▸ Problem statement
Report every line of the records beneath this task that holds the string "labels".

---------- Material for this task

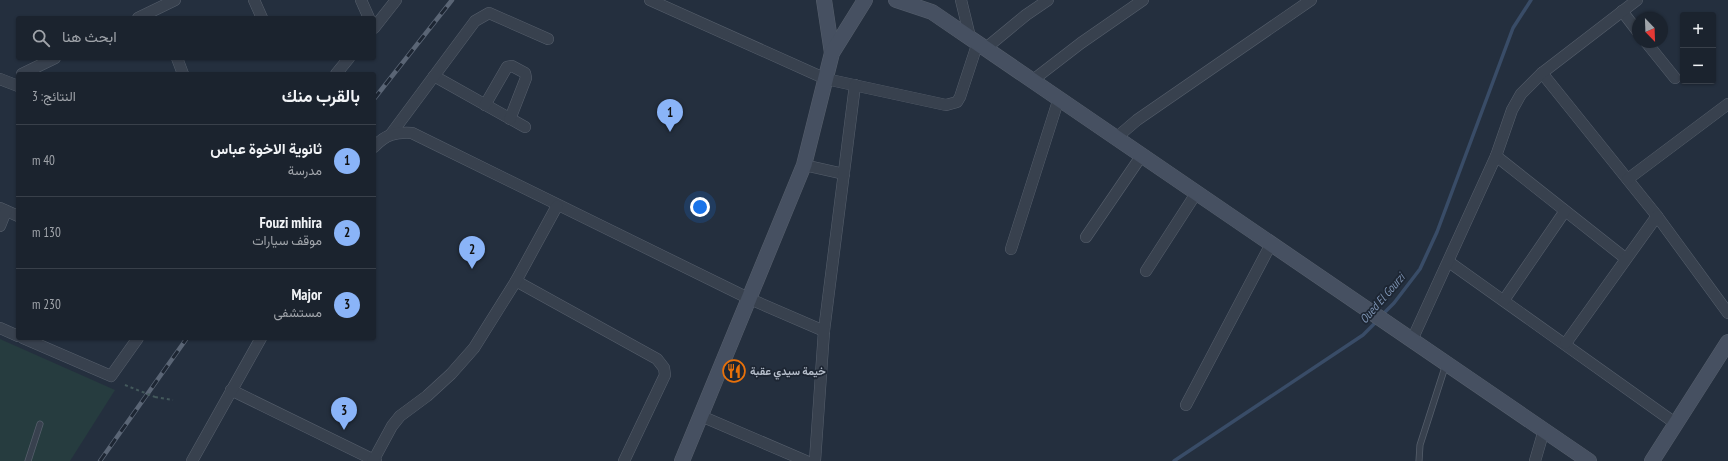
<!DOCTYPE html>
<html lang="ar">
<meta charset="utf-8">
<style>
body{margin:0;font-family:"PT Sans Narrow",Vazirmatn,sans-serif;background:#242b36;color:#f1f3f6;direction:rtl}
.controls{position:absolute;right:12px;top:12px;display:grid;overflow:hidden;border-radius:4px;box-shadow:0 1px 3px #0004}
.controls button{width:36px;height:36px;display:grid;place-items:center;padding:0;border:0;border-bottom:1px solid #39404a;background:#1b232e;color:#f1f3f6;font:20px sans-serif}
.compass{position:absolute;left:1632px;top:12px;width:36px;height:36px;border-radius:50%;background:#1b232e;box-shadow:0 1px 3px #0004;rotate:157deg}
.you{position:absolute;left:700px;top:207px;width:14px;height:14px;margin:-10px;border:3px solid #fff;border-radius:50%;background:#1a73e8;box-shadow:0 0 0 6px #1a73e833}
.badge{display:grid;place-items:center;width:26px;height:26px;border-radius:50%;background:#8ab4f8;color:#111;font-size:13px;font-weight:700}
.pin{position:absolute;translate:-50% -33px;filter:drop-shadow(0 1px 2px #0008)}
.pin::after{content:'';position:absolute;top:21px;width:14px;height:12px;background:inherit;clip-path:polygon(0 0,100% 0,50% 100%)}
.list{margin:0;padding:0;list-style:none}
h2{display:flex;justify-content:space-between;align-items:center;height:52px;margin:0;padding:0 16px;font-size:17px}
h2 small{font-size:13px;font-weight:400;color:#a0a4aa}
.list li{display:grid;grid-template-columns:26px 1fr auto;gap:12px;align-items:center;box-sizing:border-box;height:72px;padding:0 16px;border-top:1px solid #39404a}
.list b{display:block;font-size:15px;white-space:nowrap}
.list p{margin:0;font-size:13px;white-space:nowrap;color:#a0a4aa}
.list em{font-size:13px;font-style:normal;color:#a0a4aa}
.icon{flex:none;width:22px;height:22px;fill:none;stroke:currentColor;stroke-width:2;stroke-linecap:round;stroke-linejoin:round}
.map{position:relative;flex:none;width:1728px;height:461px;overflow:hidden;direction:ltr}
.search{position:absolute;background:#1b232e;box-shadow:0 1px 3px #0004;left:16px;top:16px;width:360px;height:44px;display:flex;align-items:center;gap:10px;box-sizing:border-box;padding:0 14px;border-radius:4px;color:#a0a4aa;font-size:15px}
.panel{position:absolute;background:#1b232e;box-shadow:0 1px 3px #0004;left:16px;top:72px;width:360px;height:268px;border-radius:4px;direction:rtl}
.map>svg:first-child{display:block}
.green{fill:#263c3f}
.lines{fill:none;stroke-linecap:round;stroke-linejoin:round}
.stream{stroke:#394c67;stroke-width:3.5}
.lane-casing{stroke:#565f6c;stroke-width:7}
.street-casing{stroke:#565f6c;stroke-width:12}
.secondary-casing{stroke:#565f6c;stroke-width:16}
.path{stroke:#44595c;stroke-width:2;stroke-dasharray:3 3;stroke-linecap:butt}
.lane{stroke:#38414e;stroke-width:5.5}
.street{stroke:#38414e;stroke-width:11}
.secondary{stroke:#465061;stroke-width:15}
.rail-casing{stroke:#5a6575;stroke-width:4.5}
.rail{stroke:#1d2633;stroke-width:3;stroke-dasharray:9;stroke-linecap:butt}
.path-bridge{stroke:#44595c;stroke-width:2;stroke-dasharray:3 3;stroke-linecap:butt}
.labels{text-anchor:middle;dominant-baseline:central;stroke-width:3.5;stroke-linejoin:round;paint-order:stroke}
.poi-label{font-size:11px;font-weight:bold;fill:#b4bcc9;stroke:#1d2633;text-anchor:start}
.water-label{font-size:12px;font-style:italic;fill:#7c92b1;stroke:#1d2633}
</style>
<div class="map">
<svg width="1728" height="461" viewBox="0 0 1728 461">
<rect width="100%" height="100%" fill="#242f3e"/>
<polygon class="green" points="0,339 115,390 70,461 0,461"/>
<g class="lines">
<g class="stream">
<polyline points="1382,315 1394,303 1420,269 1437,232 1513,28 1531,0"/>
<polyline points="1174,461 1363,335 1377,321"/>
</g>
<g class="lane-casing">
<g id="lane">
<polyline points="28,461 40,424"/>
<polyline points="1419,461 1420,445 1446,364"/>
</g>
</g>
<g class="street-casing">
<g id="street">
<polyline points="254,0 262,18"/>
<polyline points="361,0 369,18"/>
<polyline points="650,0 826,79 946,105 957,102 960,97 978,42"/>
<polyline points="961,0 970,37"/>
<polyline points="1622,11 1638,32"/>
<polyline points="138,18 175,0"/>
<polyline points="374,28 396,0"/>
<polyline points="1646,42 1675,78"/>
<polyline points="986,48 1026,15 1048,0"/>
<polyline points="177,58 183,74"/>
<polyline points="1542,73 1657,216 1728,313"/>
<polyline points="22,74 55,58"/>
<polyline points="336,74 349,58"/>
<polyline points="434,76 525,127"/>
<polyline points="0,79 18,86"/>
<polyline points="1033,80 1081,43 1143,0"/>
<polyline points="485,105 507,67 512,66 525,73 526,78 510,119"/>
<polyline points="391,134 475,21 489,13 548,39"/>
<polyline points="1116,138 1137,120 1311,0"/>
<path d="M374 147C386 134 396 132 412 133L750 299 824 331"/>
<polyline points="1496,156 1625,258"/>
<polyline points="804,165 844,174"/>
<polyline points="1628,179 1728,104"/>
<polyline points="0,208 18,216"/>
<polyline points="0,226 6,211"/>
<polyline points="1086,237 1142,155"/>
<polyline points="1011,249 1059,98"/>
<polyline points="1449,262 1675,423"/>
<polyline points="1146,271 1197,192"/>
<polyline points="516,281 657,359 664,368 665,375 624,461"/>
<polyline points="1504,300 1565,211"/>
<polyline points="0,328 18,336"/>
<polyline points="23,338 111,376 138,338"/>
<polyline points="1412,340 1496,156 1512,110 1521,94 1542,73 1637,0"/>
<polyline points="1566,343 1657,216"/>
<polyline points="231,390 376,461"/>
<polyline points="1186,405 1271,244"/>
<polyline points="701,416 806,461"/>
<polyline points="192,461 261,338"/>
<polyline points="373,461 392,426 400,416 427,396 451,374 474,348 516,281 557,206"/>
<polyline points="815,461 824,331 855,85"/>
<polyline points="1535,461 1544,430"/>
</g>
</g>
<g class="secondary-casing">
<g id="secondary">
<polyline points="824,0 832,53"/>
<polyline points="896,0 932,12 1589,461"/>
<polyline points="682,461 804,165 832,53 865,0"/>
<polyline points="1652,461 1728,342"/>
</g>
</g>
<polyline class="path" points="155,397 173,400"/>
<use href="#lane" class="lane"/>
<use href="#street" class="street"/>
<use href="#secondary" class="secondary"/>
<g class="rail-casing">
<g id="rail">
<polyline points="374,99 452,0"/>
<polyline points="100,461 187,338"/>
</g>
</g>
<use href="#rail" class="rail"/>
<polyline class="path-bridge" points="125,385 155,397"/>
</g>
<defs>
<g id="restaurant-ring" transform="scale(1.15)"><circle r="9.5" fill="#1d2633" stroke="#e8710a" stroke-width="1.5"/><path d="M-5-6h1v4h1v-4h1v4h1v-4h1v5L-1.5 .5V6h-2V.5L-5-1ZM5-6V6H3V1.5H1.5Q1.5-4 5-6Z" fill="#e8710a"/></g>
</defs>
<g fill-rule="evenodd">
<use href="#restaurant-ring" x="734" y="371"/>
</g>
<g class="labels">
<g class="poi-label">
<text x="750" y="371">خيمة سيدي عقبة</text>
</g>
<g class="water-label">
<text transform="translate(1382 298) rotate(-49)">Oued El Gourzi</text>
</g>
</g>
</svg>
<div class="controls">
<button>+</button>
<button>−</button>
</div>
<svg class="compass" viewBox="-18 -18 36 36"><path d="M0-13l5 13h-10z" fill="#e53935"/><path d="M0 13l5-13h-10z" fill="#a0a4aa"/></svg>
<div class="you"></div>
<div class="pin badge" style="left:670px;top:132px">1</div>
<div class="pin badge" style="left:472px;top:269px">2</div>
<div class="pin badge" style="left:344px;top:430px">3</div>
<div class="search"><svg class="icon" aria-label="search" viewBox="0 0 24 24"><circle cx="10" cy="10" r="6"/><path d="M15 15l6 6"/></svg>ابحث هنا</div>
<section class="panel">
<h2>بالقرب منك<small>النتائج: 3</small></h2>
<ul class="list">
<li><span class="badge">1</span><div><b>ثانوية الاخوة عباس</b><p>مدرسة</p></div><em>40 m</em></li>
<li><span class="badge">2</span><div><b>Fouzi mhira</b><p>موقف سيارات</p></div><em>130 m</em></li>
<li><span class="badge">3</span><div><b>Major</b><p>مستشفى</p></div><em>230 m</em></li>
</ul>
</section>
</div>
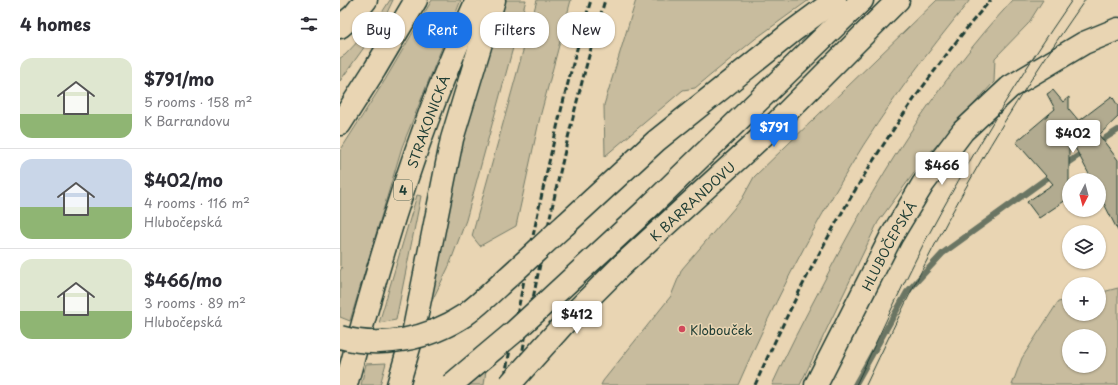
<!DOCTYPE html>
<meta charset="utf-8">
<style>
:root{--surface:#fff;--page:#f7f7f7;--text:#2b2b33;--muted:#7c7c81;--line:#e1e1e2;--accent:#1a73e8}
body{margin:0;font-family:"Playpen Sans",sans-serif;background:var(--page);color:var(--text);height:100vh;display:flex;flex-direction:column;font-size:15px;white-space:nowrap}
*{box-sizing:border-box;margin:0}
p{font-size:13px;color:var(--muted)}
.icon{flex:none;width:22px;height:22px;fill:none;stroke:currentColor;stroke-width:2;stroke-linecap:round;stroke-linejoin:round}
.map{position:relative;flex:1;overflow:hidden}
.drawer{display:flex;flex-direction:column;background:var(--surface);width:340px}
.drawer>*{flex:none}
.hud{position:absolute;left:12px;top:12px;width:380px;height:36px;display:flex;gap:8px}
.needle{width:26px;rotate:186deg}
.controls{position:absolute;left:722px;top:173px;display:grid;gap:8px}
.controls a{display:grid;place-items:center;width:44px;height:44px;border-radius:50%;background:var(--surface);box-shadow:0 1px 3px #0004;font-size:20px}
.price{position:absolute;translate:-50% -34px;padding:0 9px;border-radius:4px;background:#fff;color:#222;font-size:13px;line-height:26px;filter:drop-shadow(0 1px 2px #0008)}
.price::after{content:'';position:absolute;left:50%;top:24px;width:12px;height:9px;margin-left:-6px;background:inherit;clip-path:polygon(0 0,100% 0,50% 100%)}
.price.active{background:var(--accent);color:#fff}
ul{padding:0;list-style:none}
li{display:flex;align-items:center;gap:12px;height:100px;padding:0 20px}
li+li{border-top:1px solid var(--line)}
li span{display:grid;place-items:center;flex:none;width:112px;height:80px;border-radius:12px;color:#555}
li>.icon{margin-inline-start:auto}
span .icon{width:48px;height:48px;fill:#fffc;stroke-width:1}
li b{font-size:17px}
h2{display:flex;justify-content:space-between;align-items:center;height:48px;padding:0 20px;font-size:17px}
.tag{padding:0 14px;border-radius:16px;background:var(--surface);box-shadow:0 1px 3px #0004;font-size:14px;line-height:36px}
.tag.active{background:var(--accent);color:#fff}
main{display:flex;flex:1;min-height:0}
.map>svg:first-child{display:block}
</style>
<main>
<section class="drawer">
<h2>4 homes<svg class="icon" aria-label="filters" viewBox="0 0 24 24"><path d="M4 7h16M4 17h16"/><circle cx="9" cy="7" r="2"/><circle cx="15" cy="17" r="2"/></svg></h2>
<ul>
<li><span style="background:linear-gradient(#dfe7d0 70%,#8fb573 0)"><svg class="icon" aria-label="home" viewBox="0 0 24 24"><path d="M3 11l9-7 9 7M6 9v11h12V9"/></svg></span><div><b>$791/mo</b><p>5 rooms · 158 m²</p><p>K Barrandovu</p></div></li>
<li><span style="background:linear-gradient(#c9d6e8 60%,#8fb573 0)"><svg class="icon" aria-label="home" viewBox="0 0 24 24"><path d="M3 11l9-7 9 7M6 9v11h12V9"/></svg></span><div><b>$402/mo</b><p>4 rooms · 116 m²</p><p>Hlubočepská</p></div></li>
<li><span style="background:linear-gradient(#dfe7d0 65%,#8fb573 0)"><svg class="icon" aria-label="home" viewBox="0 0 24 24"><path d="M3 11l9-7 9 7M6 9v11h12V9"/></svg></span><div><b>$466/mo</b><p>3 rooms · 89 m²</p><p>Hlubočepská</p></div></li>
</ul>
</section>
<div class="map">
<svg width="778" height="385" viewBox="0 0 778 385">
<rect width="100%" height="100%" fill="#e9d5b3"/>
<filter id="ink" filterUnits="userSpaceOnUse"><feTurbulence type="fractalNoise" baseFrequency=".025" numOctaves="2"/><feDisplacementMap in="SourceGraphic" scale="8" xChannelSelector="R" yChannelSelector="G"/><feConvolveMatrix kernelMatrix="1 2 1 2 8 2 1 2 1" color-interpolation-filters="sRGB"/></filter>
<g filter="url(#ink)">
<g fill="#c8bc9e" stroke="#747c69" fill-rule="evenodd">
<polygon points="50,0 53,0 43,21 0,81 0,58 5,55 36,22"/>
<polygon points="92,0 121,0 62,147 10,321 0,317 0,271 2,268 0,266 0,151 45,80"/>
<polygon points="164,0 186,0 126,220 109,266 90,305 117,157"/>
<polygon points="197,0 231,0 200,117 176,226 140,246 132,236"/>
<polygon points="296,0 469,0 415,39 355,88 343,90 265,156 264,105"/>
<path d="M 597,0 L 630,0 C 587,53 545,108 510,167 C 468,236 430,311 398,385 L 261,385 L 263,381 L 331,296 L 342,269 L 402,199 L 414,177 Z"/>
<path d="M 673,0 L 703,0 L 688,24 L 655,58 L 654,82 L 585,158 L 538,222 L 460,385 L 432,385 C 447,352 464,319 481,287 C 533,185 594,85 673,0 Z"/>
<polygon points="77,195 81,196 56,320 39,323"/>
<path d="M 778,288 L 778,385 L 672,385 L 682,358 L 718,302 L 729,300 L 729,314 L 759,314 L 759,293 ZM 729,336 L 759,336 L 759,366 L 729,366 Z"/>
<polygon points="46,363 40,385 21,385 26,364"/>
<polygon points="146,370 144,385 129,385"/>
</g>
<g fill="none" stroke-linecap="round" stroke-linejoin="round">
<g stroke="#6a7563" stroke-width="6">
<polyline points="756,144 778,130"/>
<polyline points="723,166 745,151"/>
<polyline points="515,385 567,292 603,253 714,173"/>
</g>
</g>
<polygon fill="#b2ab90" stroke="#1f3d34" points="713,90 723,102 729,97 729,109 739,121 772,96 778,106 778,117 759,135 778,160 778,231 759,194 759,180 752,180 729,136 729,204 726,200 699,218 687,202 713,184 676,142 715,109 707,94"/>
<g fill="none" stroke-linecap="round" stroke-linejoin="round">
<defs>
<g id="secondary">
<path id="s1" d="M 282,265 L 426,133 L 558,0"/>
<path id="s2" d="M 476,385 L 551,237 L 583,184 L 623,131 L 670,87 L 744,43 L 778,29"/>
</g>
<g id="primary">
<polyline points="0,27 14,15 26,0"/>
<polyline points="0,124 35,69 76,0"/>
<polyline points="305,211 522,0"/>
<polyline points="226,224 316,141 453,31 495,0"/>
<path id="s3" d="M 6,385 C 30,296 55,207 87,121 C 102,80 119,40 137,0"/>
<polyline points="58,385 73,334 112,139 154,0"/>
</g>
</defs>
<use href="#secondary" stroke="#1f3d34" stroke-width="25"/>
<use href="#primary" stroke="#1f3d34" stroke-width="25"/>
<use href="#secondary" stroke="#e9d5b3" stroke-width="22"/>
<use href="#primary" stroke="#e9d5b3" stroke-width="22"/>
<g stroke="#1f3d34" stroke-width="1">
<path d="M 516,385 C 538,338 560,290 584,243 C 629,159 678,78 732,0"/>
<path d="M 526,385 C 561,311 597,237 638,166 C 671,109 707,54 745,0"/>
</g>
<g stroke="#1f3d34" stroke-width="3" stroke-dasharray="6 3" stroke-linecap="butt">
<path d="M 163,385 C 189,256 213,126 251,0"/>
<path d="M 176,385 C 201,256 227,126 265,0"/>
<path d="M 415,385 C 461,281 516,180 582,88 C 604,58 626,27 651,0"/>
</g>
<defs>
<polyline id="secondary-bridge" points="169,385 231,316 282,265"/>
<g id="primary-bridge">
<path d="M 0,337 C 41,349 89,339 125,315 C 140,304 153,291 166,279 C 186,261 206,242 226,224"/>
<polyline points="111,385 174,332 305,211"/>
</g>
</defs>
<use href="#secondary-bridge" stroke="#1f3d34" stroke-width="25" stroke-linecap="butt"/>
<use href="#primary-bridge" stroke="#1f3d34" stroke-width="25" stroke-linecap="butt"/>
<use href="#secondary-bridge" stroke="#e9d5b3" stroke-width="22"/>
<use href="#primary-bridge" stroke="#e9d5b3" stroke-width="22"/>
</g>
</g>
<circle fill="#d1495b" stroke="#e9d5b3" stroke-width="1.5" cx="342" cy="329" r="4"/>
<g text-anchor="middle" dominant-baseline="central" stroke-width="3" stroke-linejoin="round" paint-order="stroke">
<rect fill="#e9d5b3" stroke="#5c6b5a" stroke-width="1" x="54" y="180" width="18" height="20" rx="3"/>
<g font-size="12" font-weight="bold" fill="#1f3d34">
<text x="63" y="190">4</text>
</g>
<g font-size="13" fill="#1f3d34" stroke="#e9d5b3">
<text stroke="none"><textPath href="#s3" startOffset="276">STRAKONICKÁ</textPath></text>
<text stroke="none"><textPath href="#s1" startOffset="95">K BARRANDOVU</textPath></text>
<text stroke="none"><textPath href="#s2" startOffset="157">HLUBOČEPSKÁ</textPath></text>
</g>
<g font-size="13" fill="#1f3d34" stroke="#e9d5b3" text-anchor="start">
<text x="350" y="329">Klobouček</text>
</g>
</g>
</svg>
<div class="controls">
<a><svg class="needle" viewBox="-14 -14 28 28"><path d="M0-13l5 13h-10z" fill="#e53935"/><path d="M0 13l5-13h-10z" fill="#7c7c81"/></svg></a>
<a><svg class="icon" aria-label="layers" viewBox="0 0 24 24"><path d="M12 4l9 5-9 5-9-5zM3 14l9 5 9-5"/></svg></a>
<a>+</a>
<a>−</a>
</div>
<b class="price active" style="left:434px;top:148px">$791</b>
<b class="price" style="left:733px;top:154px">$402</b>
<b class="price" style="left:602px;top:186px">$466</b>
<b class="price" style="left:237px;top:335px">$412</b>
<div class="hud">
<a class="tag">Buy</a>
<a class="tag active">Rent</a>
<a class="tag">Filters</a>
<a class="tag">New</a>
</div>
</div>
</main>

--------------------

▸ Solution for this task
.labels{text-anchor:middle;dominant-baseline:central;stroke-width:3.5;stroke-linejoin:round;paint-order:stroke}
<g class="labels">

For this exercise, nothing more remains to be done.